The conclusions the authors draw from this result seem eminently reasonable, although they may go a bit 
beyond the immediate data. After all, they specifically picked a form of false-memory testing that relies 
heavily on the fact that words in a semantic category are tightly associated with each other. It is then not a 
great surprise that people who are good at keeping words from the same semantic categories together 
also show more memory errors. It might have been interesting to ask people to categorize on different 
criteria than semantic (e.g. based on the letters they contain). Even though this is still a test of finding odd 
words out in a group, it does not call on semantic categories... 
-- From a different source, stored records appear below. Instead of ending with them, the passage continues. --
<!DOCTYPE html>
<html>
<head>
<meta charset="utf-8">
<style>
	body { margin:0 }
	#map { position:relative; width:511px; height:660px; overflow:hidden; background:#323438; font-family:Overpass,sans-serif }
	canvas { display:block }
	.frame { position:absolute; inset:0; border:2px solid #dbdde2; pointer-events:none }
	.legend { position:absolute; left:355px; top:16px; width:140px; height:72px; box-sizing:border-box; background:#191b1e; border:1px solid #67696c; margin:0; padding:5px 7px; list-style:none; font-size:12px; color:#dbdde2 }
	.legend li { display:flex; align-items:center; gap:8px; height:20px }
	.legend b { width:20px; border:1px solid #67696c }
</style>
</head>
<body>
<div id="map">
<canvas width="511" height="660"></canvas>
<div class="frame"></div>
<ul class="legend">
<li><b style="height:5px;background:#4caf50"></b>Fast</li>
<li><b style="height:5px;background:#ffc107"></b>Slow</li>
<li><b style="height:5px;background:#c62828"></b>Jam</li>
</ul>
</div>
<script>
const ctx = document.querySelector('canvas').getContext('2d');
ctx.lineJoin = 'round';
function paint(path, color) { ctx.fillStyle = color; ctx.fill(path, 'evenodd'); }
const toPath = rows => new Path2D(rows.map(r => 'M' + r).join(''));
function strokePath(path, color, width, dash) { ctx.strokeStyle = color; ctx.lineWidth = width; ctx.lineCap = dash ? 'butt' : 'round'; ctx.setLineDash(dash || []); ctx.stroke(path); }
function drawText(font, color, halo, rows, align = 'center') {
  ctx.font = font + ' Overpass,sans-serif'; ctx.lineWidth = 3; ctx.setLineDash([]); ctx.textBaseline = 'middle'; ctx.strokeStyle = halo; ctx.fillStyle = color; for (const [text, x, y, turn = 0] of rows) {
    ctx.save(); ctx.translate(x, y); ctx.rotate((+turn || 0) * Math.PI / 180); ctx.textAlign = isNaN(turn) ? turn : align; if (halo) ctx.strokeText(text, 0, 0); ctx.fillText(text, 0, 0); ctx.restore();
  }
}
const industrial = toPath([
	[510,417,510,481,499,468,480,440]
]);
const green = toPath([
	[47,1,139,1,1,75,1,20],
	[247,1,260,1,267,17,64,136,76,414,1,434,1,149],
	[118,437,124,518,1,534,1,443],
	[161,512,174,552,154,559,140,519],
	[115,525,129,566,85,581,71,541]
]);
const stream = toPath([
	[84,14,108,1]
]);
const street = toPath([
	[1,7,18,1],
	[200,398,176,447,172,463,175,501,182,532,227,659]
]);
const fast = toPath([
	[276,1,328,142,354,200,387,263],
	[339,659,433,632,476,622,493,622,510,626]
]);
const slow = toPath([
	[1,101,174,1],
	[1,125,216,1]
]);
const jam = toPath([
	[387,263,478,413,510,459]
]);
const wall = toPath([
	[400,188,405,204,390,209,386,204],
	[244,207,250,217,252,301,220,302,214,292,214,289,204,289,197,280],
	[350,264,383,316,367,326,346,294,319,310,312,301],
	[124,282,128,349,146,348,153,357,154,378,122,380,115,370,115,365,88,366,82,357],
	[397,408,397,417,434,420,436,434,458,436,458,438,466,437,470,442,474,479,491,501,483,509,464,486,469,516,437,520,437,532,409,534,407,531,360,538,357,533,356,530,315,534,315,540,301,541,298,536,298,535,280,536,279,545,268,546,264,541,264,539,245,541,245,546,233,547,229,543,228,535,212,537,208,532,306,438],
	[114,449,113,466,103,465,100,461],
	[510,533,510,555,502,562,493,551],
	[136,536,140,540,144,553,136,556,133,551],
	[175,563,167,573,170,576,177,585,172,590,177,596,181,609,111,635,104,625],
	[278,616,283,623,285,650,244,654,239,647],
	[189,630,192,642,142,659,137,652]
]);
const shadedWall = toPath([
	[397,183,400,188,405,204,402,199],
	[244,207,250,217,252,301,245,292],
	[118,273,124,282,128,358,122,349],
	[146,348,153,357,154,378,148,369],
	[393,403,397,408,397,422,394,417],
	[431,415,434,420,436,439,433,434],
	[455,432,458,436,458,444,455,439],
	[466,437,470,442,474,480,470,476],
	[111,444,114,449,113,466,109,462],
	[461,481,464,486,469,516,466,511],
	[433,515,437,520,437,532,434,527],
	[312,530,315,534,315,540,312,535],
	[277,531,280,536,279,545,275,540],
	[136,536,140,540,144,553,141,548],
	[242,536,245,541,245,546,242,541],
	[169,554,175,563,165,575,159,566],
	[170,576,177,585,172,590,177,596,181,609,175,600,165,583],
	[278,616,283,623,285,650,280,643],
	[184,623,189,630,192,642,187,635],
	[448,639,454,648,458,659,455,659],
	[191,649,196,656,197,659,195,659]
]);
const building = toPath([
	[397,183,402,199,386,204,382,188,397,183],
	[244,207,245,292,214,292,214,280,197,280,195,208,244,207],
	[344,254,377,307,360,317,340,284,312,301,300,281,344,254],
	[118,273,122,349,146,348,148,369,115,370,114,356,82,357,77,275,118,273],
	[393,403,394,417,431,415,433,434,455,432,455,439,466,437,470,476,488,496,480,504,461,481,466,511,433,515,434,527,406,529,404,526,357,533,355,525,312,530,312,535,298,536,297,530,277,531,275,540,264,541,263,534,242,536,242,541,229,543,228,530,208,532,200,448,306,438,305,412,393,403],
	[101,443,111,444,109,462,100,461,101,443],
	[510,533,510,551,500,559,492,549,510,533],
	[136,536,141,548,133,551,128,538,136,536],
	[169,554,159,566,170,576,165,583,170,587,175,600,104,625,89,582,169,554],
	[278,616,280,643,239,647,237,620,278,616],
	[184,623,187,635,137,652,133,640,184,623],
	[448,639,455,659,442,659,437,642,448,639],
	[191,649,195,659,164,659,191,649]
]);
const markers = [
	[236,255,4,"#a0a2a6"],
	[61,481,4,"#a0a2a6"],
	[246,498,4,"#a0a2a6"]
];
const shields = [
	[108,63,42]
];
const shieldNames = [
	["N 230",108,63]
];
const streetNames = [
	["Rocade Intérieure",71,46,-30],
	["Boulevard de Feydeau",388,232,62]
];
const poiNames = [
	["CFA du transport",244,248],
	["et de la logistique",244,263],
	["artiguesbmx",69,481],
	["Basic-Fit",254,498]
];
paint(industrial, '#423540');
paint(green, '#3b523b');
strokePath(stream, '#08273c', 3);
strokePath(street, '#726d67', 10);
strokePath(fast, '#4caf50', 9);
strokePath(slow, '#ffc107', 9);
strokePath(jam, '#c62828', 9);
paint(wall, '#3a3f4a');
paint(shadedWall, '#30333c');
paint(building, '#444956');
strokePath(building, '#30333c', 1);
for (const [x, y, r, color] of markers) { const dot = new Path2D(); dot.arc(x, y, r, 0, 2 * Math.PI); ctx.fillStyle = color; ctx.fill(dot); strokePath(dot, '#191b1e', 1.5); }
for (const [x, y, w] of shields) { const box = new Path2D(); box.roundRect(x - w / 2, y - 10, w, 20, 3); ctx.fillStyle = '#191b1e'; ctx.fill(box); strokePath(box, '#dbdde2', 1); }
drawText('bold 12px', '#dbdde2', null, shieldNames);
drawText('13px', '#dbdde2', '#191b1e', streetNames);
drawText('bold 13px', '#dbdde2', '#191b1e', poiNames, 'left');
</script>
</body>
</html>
The introduction is probably setting up a bit of a straw man. I think false memories as discussed here 
should be limited to those in episodic memory. Even the DRM is an episodic memory task (recall the 
unique list you've just been presented with), which is influenced by semantic associations between words. 
Therefore, any discussion of selective pressures on memory accuracy should be based on episodic 
memory alone. And there are lots of debates about what episodic memory is for, and indeed whether 
accuracy is the most important part of episodic memories. False memories in episodic memories often 
come about by "intrusion" of more common events into a unique episode. If the common events are that 
common, the unique exception may not be important to remember and indeed may interfere with the 
(adaptive) application of a learned rule. So there may be many arguments against the idea that memory 
should always be accurate. Nevertheless, this does not take away from the data or the final conclusions 
of this paper. 

I have read this submission. I believe that I have an appropriate level of expertise to confirm that 
it is of an acceptable scientific standard.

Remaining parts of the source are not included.